There were times in the third quarter when Exeter, ears ringing following a 12-bore Baxter rollocking, showed signs of making a game of it. Indeed, three penalties from Gareth Steenson, one of them laughably awarded against a fast-advancing Leicester scrum, reduced the deficit to a mere half-dozen points. But when the visiting set-piece merchants wreaked their revenge – Brett Sturgess, the home prop, was the sacrificial victim – Flood duly bisected the sticks with another successful kick.
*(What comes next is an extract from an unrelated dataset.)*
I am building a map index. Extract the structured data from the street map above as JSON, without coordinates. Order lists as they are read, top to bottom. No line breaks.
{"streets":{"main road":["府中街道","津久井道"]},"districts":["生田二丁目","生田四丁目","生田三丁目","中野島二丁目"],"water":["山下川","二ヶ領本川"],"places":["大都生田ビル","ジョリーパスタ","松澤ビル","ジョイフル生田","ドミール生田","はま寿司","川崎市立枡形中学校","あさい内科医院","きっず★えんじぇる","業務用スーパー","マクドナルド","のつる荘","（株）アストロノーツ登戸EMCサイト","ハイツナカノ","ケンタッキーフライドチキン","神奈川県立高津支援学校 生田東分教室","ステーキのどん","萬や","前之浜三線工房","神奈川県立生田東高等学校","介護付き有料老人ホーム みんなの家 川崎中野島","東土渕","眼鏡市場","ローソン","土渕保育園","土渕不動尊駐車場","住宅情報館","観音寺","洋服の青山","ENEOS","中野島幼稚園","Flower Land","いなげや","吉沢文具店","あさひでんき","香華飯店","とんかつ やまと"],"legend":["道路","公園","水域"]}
The fly-half would go on to land another at the last knockings, by way of wrapping things up.
And so we head for the first of this season’s humdingers between two of the Big Three: an East Midlands derby between Leicester and Northampton at Welford Road in five days’ time. The Tigers fancy their chances, naturally – they always do when performing in front of their own legions – but they do not expect the free ride granted them by Exeter yesterday. The end of the phoney war is fast approaching.
Scorers: Exeter – Penalties: Steenson 3. Leicester – Tries: B Youngs, Goneva. Conversion: Flood. Penalties: Flood 3.
Exeter P Dollman; I Whitten, J Shoemark (M Jess 56), S Hill, T James; G Steenson (H Slade 63), H Thomas (D Lewis 53); B Sturgess (B Moon 61), J Yeandle (C Whitehead 61), H Tui (C Rimmer 63), D Mumm (capt), D Welch (T Hayes 71), T Johnson, J Scaysbrook (B White 56), D Ewers.
Leicester N Morris; B Scully, V Goneva, A Allen, A Thompstone; T Flood (capt), B Youngs; L Mulipola (B Stankovich 76), T Youngs (N Briggs 72), D Cole (F Balmain 77), L Deacon (J Gibson 63), G Parling (G Kitchener 49), E Slater, J Salvi, J Crane.